[STUDY MATERIAL]

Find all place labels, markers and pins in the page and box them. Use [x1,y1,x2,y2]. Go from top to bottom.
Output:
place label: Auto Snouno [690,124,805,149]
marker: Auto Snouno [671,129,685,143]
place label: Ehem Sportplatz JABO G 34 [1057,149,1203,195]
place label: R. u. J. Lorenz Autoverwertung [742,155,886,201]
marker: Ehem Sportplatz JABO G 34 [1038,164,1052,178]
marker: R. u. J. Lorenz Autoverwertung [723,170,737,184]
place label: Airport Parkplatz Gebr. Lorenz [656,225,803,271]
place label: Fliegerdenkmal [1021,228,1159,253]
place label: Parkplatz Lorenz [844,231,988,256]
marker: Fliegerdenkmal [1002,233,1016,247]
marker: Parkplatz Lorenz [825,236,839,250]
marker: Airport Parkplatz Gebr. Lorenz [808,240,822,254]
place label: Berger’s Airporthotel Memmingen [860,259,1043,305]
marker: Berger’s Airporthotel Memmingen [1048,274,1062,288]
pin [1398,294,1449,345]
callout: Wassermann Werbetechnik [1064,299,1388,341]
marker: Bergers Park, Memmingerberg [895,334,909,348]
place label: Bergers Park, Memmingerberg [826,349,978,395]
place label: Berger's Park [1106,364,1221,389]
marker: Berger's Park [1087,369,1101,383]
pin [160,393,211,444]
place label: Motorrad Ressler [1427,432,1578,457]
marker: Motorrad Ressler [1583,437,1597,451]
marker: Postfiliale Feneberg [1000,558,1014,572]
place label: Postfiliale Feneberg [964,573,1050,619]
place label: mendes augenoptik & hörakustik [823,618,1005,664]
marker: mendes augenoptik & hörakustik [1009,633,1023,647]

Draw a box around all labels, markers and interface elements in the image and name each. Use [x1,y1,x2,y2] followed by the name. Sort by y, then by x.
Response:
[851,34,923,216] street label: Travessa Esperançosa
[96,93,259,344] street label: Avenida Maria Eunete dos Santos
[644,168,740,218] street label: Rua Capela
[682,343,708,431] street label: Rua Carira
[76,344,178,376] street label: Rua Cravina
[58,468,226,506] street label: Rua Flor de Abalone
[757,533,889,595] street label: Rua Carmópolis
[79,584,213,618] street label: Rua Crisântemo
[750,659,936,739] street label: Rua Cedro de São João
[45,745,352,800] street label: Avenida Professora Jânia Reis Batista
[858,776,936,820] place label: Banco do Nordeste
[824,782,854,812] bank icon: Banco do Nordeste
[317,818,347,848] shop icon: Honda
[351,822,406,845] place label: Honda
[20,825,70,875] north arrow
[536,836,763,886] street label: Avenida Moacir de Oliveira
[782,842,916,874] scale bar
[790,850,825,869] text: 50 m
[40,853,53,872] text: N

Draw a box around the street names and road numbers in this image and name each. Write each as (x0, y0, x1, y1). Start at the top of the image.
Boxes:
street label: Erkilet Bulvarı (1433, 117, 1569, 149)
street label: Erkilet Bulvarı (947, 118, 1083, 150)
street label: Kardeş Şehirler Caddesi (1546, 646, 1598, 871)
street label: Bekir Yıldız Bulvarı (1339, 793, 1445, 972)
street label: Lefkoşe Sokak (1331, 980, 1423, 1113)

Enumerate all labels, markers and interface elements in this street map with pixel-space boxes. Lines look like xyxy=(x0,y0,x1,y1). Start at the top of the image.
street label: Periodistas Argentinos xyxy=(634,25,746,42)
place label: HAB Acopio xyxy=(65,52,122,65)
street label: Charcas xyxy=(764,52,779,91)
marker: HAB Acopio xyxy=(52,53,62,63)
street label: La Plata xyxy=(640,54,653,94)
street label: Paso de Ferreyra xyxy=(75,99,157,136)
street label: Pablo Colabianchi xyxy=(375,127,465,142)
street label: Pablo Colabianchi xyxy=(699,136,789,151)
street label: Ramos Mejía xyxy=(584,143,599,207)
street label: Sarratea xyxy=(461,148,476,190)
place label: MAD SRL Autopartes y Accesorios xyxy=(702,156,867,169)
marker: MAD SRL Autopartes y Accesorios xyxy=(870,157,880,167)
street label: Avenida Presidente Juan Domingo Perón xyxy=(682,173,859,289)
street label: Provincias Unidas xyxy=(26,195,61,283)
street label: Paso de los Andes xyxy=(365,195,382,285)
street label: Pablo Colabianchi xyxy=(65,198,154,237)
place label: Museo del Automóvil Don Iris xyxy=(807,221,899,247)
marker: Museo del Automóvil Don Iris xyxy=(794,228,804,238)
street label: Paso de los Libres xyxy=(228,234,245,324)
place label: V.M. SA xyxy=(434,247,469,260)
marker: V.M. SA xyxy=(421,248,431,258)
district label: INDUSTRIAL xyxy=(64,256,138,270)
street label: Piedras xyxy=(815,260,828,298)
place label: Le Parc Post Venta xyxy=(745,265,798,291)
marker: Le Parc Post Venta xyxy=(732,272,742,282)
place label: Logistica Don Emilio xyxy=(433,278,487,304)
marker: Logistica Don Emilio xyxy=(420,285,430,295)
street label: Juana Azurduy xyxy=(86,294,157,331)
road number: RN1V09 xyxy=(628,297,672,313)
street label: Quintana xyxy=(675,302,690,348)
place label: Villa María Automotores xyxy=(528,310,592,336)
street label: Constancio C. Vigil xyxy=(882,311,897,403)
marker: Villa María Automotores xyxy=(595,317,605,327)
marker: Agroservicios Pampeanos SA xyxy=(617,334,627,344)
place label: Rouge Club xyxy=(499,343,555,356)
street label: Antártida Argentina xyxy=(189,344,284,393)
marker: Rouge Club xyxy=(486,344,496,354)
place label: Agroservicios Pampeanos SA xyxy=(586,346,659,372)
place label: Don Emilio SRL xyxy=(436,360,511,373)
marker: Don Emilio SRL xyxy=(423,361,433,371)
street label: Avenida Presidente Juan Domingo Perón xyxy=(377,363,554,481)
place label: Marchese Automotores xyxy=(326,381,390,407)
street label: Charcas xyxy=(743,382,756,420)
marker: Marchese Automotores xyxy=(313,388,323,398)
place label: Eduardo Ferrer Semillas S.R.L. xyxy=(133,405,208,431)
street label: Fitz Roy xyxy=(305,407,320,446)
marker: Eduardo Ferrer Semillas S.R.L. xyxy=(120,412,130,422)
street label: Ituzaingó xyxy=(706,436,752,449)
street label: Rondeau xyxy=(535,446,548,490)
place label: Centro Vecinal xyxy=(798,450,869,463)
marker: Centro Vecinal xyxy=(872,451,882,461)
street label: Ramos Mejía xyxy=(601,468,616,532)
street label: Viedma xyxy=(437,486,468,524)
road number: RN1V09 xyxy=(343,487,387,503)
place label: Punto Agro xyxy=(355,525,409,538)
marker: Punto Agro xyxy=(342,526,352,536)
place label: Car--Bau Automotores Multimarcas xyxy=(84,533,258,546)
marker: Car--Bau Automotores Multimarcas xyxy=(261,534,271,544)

[/STUDY MATERIAL]

Set down the entries verbatim, leaving none out.

Find all place labels, markers and pins in the page and box them. Use [x1,y1,x2,y2]. Go from top to bottom.
Output:
place label: Auto Snouno [690,124,805,149]
marker: Auto Snouno [671,129,685,143]
place label: Ehem Sportplatz JABO G 34 [1057,149,1203,195]
place label: R. u. J. Lorenz Autoverwertung [742,155,886,201]
marker: Ehem Sportplatz JABO G 34 [1038,164,1052,178]
marker: R. u. J. Lorenz Autoverwertung [723,170,737,184]
place label: Airport Parkplatz Gebr. Lorenz [656,225,803,271]
place label: Fliegerdenkmal [1021,228,1159,253]
place label: Parkplatz Lorenz [844,231,988,256]
marker: Fliegerdenkmal [1002,233,1016,247]
marker: Parkplatz Lorenz [825,236,839,250]
marker: Airport Parkplatz Gebr. Lorenz [808,240,822,254]
place label: Berger’s Airporthotel Memmingen [860,259,1043,305]
marker: Berger’s Airporthotel Memmingen [1048,274,1062,288]
pin [1398,294,1449,345]
callout: Wassermann Werbetechnik [1064,299,1388,341]
marker: Bergers Park, Memmingerberg [895,334,909,348]
place label: Bergers Park, Memmingerberg [826,349,978,395]
place label: Berger's Park [1106,364,1221,389]
marker: Berger's Park [1087,369,1101,383]
pin [160,393,211,444]
place label: Motorrad Ressler [1427,432,1578,457]
marker: Motorrad Ressler [1583,437,1597,451]
marker: Postfiliale Feneberg [1000,558,1014,572]
place label: Postfiliale Feneberg [964,573,1050,619]
place label: mendes augenoptik & hörakustik [823,618,1005,664]
marker: mendes augenoptik & hörakustik [1009,633,1023,647]

Draw a box around all labels, markers and interface elements in the image and name each. Use [x1,y1,x2,y2] followed by the name. Sort by y, then by x.
Response:
[851,34,923,216] street label: Travessa Esperançosa
[96,93,259,344] street label: Avenida Maria Eunete dos Santos
[644,168,740,218] street label: Rua Capela
[682,343,708,431] street label: Rua Carira
[76,344,178,376] street label: Rua Cravina
[58,468,226,506] street label: Rua Flor de Abalone
[757,533,889,595] street label: Rua Carmópolis
[79,584,213,618] street label: Rua Crisântemo
[750,659,936,739] street label: Rua Cedro de São João
[45,745,352,800] street label: Avenida Professora Jânia Reis Batista
[858,776,936,820] place label: Banco do Nordeste
[824,782,854,812] bank icon: Banco do Nordeste
[317,818,347,848] shop icon: Honda
[351,822,406,845] place label: Honda
[20,825,70,875] north arrow
[536,836,763,886] street label: Avenida Moacir de Oliveira
[782,842,916,874] scale bar
[790,850,825,869] text: 50 m
[40,853,53,872] text: N

Draw a box around the street names and road numbers in this image and name each. Write each as (x0, y0, x1, y1). Start at the top of the image.
Boxes:
street label: Erkilet Bulvarı (1433, 117, 1569, 149)
street label: Erkilet Bulvarı (947, 118, 1083, 150)
street label: Kardeş Şehirler Caddesi (1546, 646, 1598, 871)
street label: Bekir Yıldız Bulvarı (1339, 793, 1445, 972)
street label: Lefkoşe Sokak (1331, 980, 1423, 1113)

Enumerate all labels, markers and interface elements in this street map with pixel-space boxes. Lines look like xyxy=(x0,y0,x1,y1). Start at the top of the image.
street label: Periodistas Argentinos xyxy=(634,25,746,42)
place label: HAB Acopio xyxy=(65,52,122,65)
street label: Charcas xyxy=(764,52,779,91)
marker: HAB Acopio xyxy=(52,53,62,63)
street label: La Plata xyxy=(640,54,653,94)
street label: Paso de Ferreyra xyxy=(75,99,157,136)
street label: Pablo Colabianchi xyxy=(375,127,465,142)
street label: Pablo Colabianchi xyxy=(699,136,789,151)
street label: Ramos Mejía xyxy=(584,143,599,207)
street label: Sarratea xyxy=(461,148,476,190)
place label: MAD SRL Autopartes y Accesorios xyxy=(702,156,867,169)
marker: MAD SRL Autopartes y Accesorios xyxy=(870,157,880,167)
street label: Avenida Presidente Juan Domingo Perón xyxy=(682,173,859,289)
street label: Provincias Unidas xyxy=(26,195,61,283)
street label: Paso de los Andes xyxy=(365,195,382,285)
street label: Pablo Colabianchi xyxy=(65,198,154,237)
place label: Museo del Automóvil Don Iris xyxy=(807,221,899,247)
marker: Museo del Automóvil Don Iris xyxy=(794,228,804,238)
street label: Paso de los Libres xyxy=(228,234,245,324)
place label: V.M. SA xyxy=(434,247,469,260)
marker: V.M. SA xyxy=(421,248,431,258)
district label: INDUSTRIAL xyxy=(64,256,138,270)
street label: Piedras xyxy=(815,260,828,298)
place label: Le Parc Post Venta xyxy=(745,265,798,291)
marker: Le Parc Post Venta xyxy=(732,272,742,282)
place label: Logistica Don Emilio xyxy=(433,278,487,304)
marker: Logistica Don Emilio xyxy=(420,285,430,295)
street label: Juana Azurduy xyxy=(86,294,157,331)
road number: RN1V09 xyxy=(628,297,672,313)
street label: Quintana xyxy=(675,302,690,348)
place label: Villa María Automotores xyxy=(528,310,592,336)
street label: Constancio C. Vigil xyxy=(882,311,897,403)
marker: Villa María Automotores xyxy=(595,317,605,327)
marker: Agroservicios Pampeanos SA xyxy=(617,334,627,344)
place label: Rouge Club xyxy=(499,343,555,356)
street label: Antártida Argentina xyxy=(189,344,284,393)
marker: Rouge Club xyxy=(486,344,496,354)
place label: Agroservicios Pampeanos SA xyxy=(586,346,659,372)
place label: Don Emilio SRL xyxy=(436,360,511,373)
marker: Don Emilio SRL xyxy=(423,361,433,371)
street label: Avenida Presidente Juan Domingo Perón xyxy=(377,363,554,481)
place label: Marchese Automotores xyxy=(326,381,390,407)
street label: Charcas xyxy=(743,382,756,420)
marker: Marchese Automotores xyxy=(313,388,323,398)
place label: Eduardo Ferrer Semillas S.R.L. xyxy=(133,405,208,431)
street label: Fitz Roy xyxy=(305,407,320,446)
marker: Eduardo Ferrer Semillas S.R.L. xyxy=(120,412,130,422)
street label: Ituzaingó xyxy=(706,436,752,449)
street label: Rondeau xyxy=(535,446,548,490)
place label: Centro Vecinal xyxy=(798,450,869,463)
marker: Centro Vecinal xyxy=(872,451,882,461)
street label: Ramos Mejía xyxy=(601,468,616,532)
street label: Viedma xyxy=(437,486,468,524)
road number: RN1V09 xyxy=(343,487,387,503)
place label: Punto Agro xyxy=(355,525,409,538)
marker: Punto Agro xyxy=(342,526,352,536)
place label: Car--Bau Automotores Multimarcas xyxy=(84,533,258,546)
marker: Car--Bau Automotores Multimarcas xyxy=(261,534,271,544)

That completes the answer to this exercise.